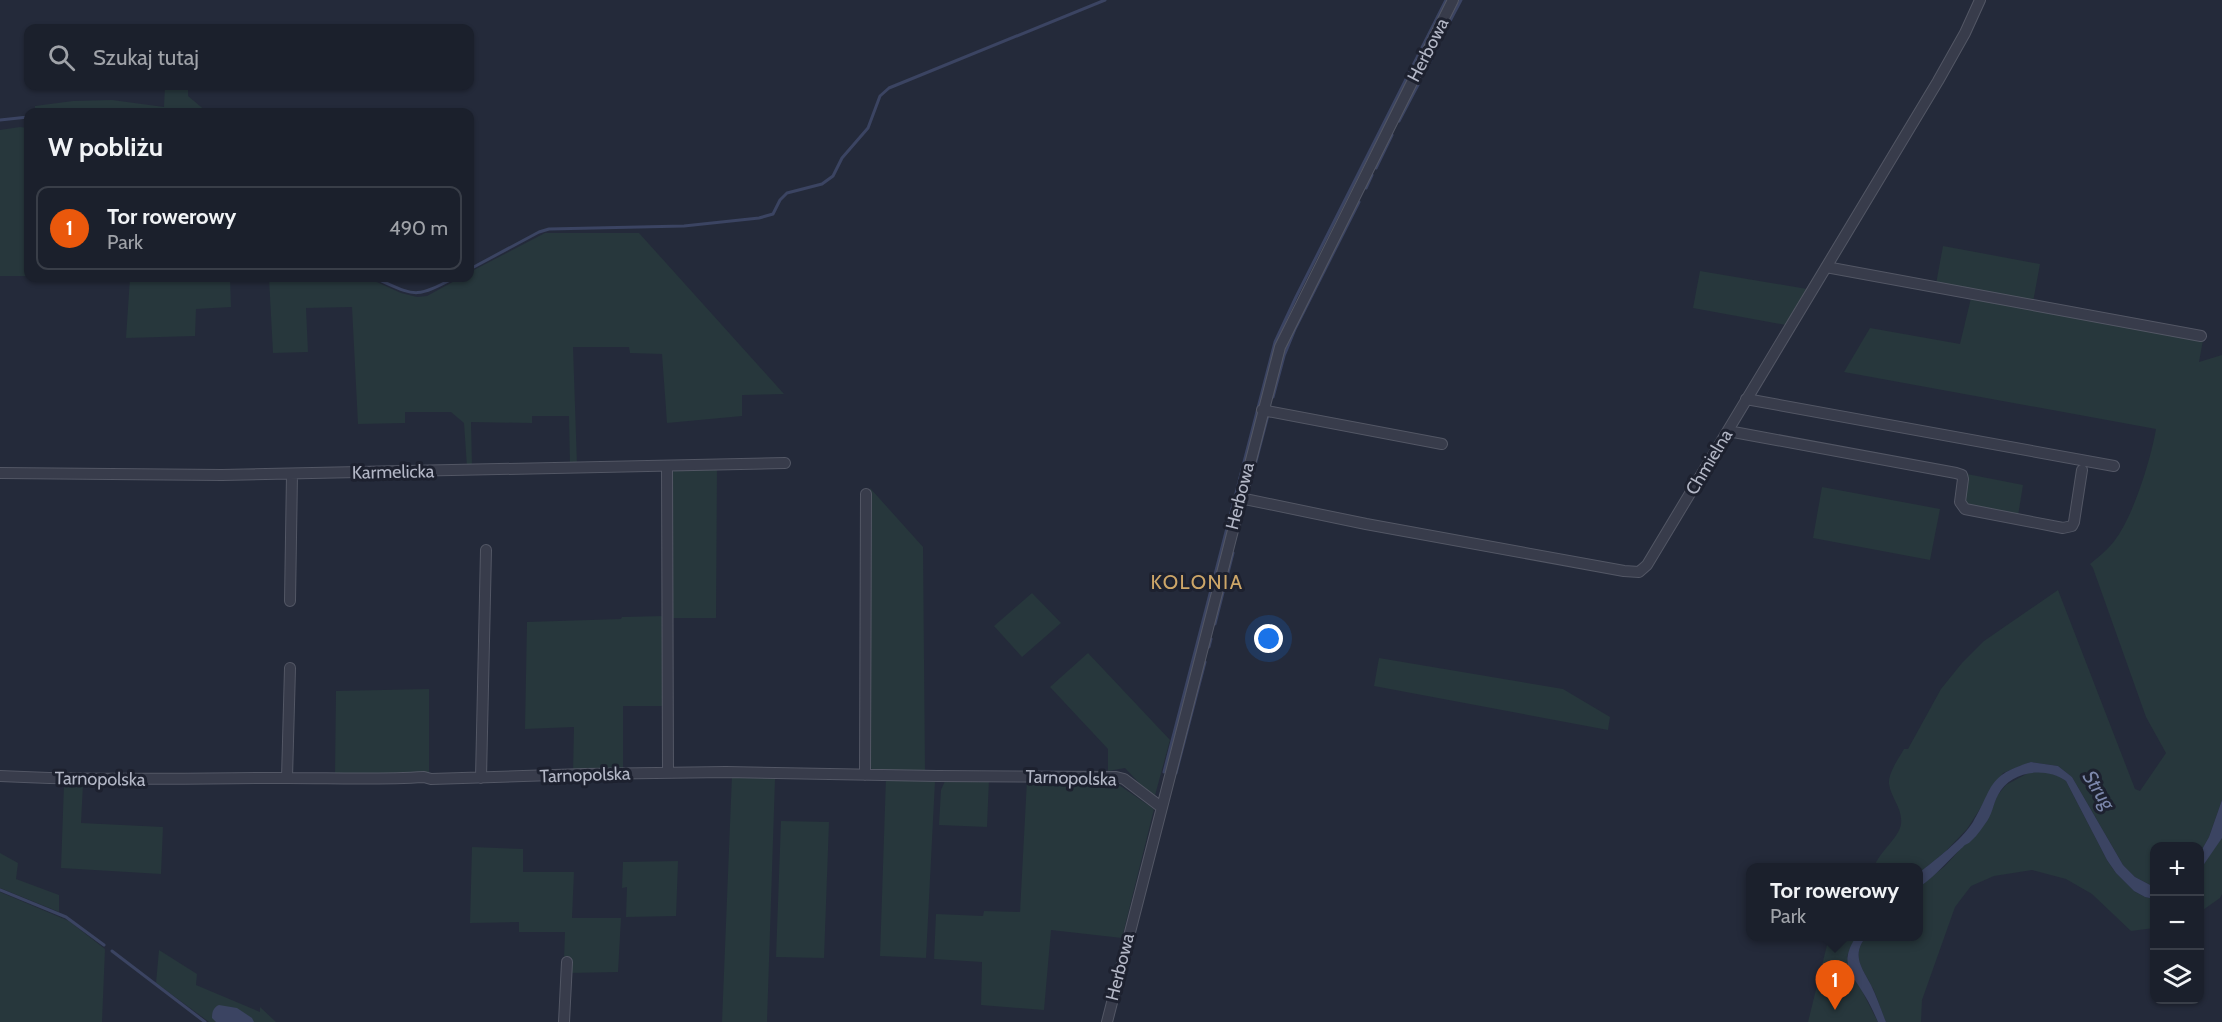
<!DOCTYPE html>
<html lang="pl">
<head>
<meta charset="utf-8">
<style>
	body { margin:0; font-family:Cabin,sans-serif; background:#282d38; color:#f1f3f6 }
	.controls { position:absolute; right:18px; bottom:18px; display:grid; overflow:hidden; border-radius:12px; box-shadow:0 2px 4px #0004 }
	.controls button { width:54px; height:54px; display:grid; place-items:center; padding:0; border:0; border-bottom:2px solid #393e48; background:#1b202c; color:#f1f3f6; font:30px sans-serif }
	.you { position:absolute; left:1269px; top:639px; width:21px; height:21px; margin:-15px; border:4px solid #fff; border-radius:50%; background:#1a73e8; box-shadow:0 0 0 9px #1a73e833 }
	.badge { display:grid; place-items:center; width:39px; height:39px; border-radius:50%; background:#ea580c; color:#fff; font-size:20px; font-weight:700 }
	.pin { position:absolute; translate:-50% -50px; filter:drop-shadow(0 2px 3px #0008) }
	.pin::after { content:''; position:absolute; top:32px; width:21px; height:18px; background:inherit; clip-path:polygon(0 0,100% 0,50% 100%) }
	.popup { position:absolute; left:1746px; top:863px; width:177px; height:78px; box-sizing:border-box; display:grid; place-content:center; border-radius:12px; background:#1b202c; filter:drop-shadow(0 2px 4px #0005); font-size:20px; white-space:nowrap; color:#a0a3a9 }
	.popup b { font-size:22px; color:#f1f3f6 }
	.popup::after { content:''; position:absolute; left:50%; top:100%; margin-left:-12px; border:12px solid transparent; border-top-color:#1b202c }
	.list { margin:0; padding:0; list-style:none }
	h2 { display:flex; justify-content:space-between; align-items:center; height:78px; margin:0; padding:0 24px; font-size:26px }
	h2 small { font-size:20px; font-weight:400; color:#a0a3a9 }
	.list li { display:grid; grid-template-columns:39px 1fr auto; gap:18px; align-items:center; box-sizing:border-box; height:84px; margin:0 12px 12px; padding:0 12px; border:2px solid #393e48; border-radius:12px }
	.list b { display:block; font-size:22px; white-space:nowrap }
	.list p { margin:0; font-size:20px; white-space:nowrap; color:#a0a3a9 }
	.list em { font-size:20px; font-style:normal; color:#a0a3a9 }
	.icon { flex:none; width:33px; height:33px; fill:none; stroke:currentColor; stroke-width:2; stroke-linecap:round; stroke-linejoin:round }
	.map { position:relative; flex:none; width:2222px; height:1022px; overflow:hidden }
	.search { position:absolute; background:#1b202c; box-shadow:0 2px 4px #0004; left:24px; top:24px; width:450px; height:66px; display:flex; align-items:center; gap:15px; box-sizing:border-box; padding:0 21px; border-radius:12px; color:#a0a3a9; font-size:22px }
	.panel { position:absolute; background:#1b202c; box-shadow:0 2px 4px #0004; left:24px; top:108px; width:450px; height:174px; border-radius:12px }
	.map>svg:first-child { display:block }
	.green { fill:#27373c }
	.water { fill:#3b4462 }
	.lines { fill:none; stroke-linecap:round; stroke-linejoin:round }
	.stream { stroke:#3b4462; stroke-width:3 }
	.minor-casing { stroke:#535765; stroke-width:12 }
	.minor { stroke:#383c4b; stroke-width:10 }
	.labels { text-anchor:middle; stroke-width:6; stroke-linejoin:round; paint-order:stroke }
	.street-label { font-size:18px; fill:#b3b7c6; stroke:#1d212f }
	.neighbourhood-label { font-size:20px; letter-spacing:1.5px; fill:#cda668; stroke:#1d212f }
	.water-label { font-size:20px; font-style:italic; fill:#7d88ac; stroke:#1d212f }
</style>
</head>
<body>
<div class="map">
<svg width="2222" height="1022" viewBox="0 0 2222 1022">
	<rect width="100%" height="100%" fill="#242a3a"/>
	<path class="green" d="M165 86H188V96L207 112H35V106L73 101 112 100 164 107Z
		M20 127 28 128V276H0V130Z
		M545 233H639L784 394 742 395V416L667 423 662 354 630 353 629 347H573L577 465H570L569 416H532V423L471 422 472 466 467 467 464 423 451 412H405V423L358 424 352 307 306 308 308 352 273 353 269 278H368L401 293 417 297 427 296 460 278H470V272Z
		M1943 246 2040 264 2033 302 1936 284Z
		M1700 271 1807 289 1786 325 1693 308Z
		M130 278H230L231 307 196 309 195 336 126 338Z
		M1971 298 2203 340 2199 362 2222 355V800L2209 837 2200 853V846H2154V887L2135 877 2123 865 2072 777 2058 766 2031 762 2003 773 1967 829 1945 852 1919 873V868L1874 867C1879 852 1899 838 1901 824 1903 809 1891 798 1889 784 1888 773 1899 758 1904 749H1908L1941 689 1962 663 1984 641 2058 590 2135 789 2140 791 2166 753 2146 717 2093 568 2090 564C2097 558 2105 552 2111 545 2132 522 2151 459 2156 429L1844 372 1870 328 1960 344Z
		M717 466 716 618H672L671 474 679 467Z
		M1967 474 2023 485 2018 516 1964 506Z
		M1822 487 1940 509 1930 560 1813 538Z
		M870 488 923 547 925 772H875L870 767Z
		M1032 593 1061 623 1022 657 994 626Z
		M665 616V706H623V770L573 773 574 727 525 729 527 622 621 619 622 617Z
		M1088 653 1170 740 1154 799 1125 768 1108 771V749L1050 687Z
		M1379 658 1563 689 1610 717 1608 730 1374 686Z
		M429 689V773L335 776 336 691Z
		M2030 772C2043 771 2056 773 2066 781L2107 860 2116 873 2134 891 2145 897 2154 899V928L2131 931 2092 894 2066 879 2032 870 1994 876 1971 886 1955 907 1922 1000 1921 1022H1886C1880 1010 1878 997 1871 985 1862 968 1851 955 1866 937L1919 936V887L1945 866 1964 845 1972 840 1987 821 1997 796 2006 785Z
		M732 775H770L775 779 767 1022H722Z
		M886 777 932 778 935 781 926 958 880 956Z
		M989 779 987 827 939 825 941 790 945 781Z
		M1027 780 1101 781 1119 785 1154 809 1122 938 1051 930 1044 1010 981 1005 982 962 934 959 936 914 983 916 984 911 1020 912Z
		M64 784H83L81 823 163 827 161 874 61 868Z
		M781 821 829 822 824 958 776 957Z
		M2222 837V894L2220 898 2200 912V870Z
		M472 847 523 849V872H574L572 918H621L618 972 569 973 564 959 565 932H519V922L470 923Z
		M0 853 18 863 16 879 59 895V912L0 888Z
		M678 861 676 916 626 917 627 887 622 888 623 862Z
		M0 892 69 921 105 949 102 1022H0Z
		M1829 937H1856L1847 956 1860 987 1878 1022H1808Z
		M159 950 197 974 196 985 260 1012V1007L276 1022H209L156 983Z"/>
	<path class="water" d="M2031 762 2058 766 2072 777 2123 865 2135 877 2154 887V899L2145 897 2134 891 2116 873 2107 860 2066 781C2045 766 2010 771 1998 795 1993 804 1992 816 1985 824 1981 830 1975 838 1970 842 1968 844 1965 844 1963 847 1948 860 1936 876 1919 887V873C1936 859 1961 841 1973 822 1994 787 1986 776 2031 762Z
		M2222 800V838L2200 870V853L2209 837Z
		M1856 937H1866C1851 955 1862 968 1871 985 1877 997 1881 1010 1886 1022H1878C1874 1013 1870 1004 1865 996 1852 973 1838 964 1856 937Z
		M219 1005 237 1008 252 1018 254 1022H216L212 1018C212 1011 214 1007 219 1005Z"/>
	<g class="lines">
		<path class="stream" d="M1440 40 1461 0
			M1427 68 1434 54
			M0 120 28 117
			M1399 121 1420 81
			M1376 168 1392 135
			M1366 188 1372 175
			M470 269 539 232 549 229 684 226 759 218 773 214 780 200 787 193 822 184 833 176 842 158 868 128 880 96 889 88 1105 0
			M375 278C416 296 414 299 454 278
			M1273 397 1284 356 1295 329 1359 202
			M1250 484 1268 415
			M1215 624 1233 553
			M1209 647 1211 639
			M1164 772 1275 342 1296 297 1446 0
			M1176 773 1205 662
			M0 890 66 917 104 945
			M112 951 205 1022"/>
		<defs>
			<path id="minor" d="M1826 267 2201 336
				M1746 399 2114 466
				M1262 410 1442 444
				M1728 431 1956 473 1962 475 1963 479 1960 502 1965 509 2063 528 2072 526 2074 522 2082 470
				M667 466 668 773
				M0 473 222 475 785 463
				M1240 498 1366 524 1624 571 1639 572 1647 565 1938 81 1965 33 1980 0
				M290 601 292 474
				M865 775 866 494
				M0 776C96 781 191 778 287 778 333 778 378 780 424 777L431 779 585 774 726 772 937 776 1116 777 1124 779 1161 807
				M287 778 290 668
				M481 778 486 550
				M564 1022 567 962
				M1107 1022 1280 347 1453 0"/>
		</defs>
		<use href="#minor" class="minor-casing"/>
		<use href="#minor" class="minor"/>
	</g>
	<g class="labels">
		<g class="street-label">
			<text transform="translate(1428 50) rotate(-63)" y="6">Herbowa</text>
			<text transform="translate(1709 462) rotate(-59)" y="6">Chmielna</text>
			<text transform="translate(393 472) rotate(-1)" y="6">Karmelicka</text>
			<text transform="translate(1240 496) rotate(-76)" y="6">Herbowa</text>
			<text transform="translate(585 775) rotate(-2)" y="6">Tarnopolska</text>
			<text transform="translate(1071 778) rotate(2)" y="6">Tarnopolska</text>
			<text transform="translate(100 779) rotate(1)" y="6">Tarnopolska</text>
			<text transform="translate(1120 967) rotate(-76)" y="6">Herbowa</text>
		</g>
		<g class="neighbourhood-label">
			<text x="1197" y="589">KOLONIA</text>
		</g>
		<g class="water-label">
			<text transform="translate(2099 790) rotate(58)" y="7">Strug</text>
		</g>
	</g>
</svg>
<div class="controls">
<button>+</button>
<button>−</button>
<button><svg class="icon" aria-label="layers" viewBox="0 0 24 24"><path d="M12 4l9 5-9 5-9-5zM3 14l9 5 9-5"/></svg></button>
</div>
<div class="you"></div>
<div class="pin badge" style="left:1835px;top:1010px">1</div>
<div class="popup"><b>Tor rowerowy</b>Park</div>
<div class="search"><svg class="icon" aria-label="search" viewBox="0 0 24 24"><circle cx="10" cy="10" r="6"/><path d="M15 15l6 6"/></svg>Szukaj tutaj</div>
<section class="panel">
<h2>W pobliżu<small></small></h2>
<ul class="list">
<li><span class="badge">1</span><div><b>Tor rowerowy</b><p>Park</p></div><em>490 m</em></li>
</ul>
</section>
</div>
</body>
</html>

══════════

• Task item:
Give back, unchanged, the run of lines in the listing above that begins at the line containing "fill:none; stroke-linecap:round; stroke-linejoin:round" and ends at the line containing "text-anchor:middle; stroke-width:6; stroke-linejoin:round;", both included.

• Response:
	.lines { fill:none; stroke-linecap:round; stroke-linejoin:round }
	.stream { stroke:#3b4462; stroke-width:3 }
	.minor-casing { stroke:#535765; stroke-width:12 }
	.minor { stroke:#383c4b; stroke-width:10 }
	.labels { text-anchor:middle; stroke-width:6; stroke-linejoin:round; paint-order:stroke }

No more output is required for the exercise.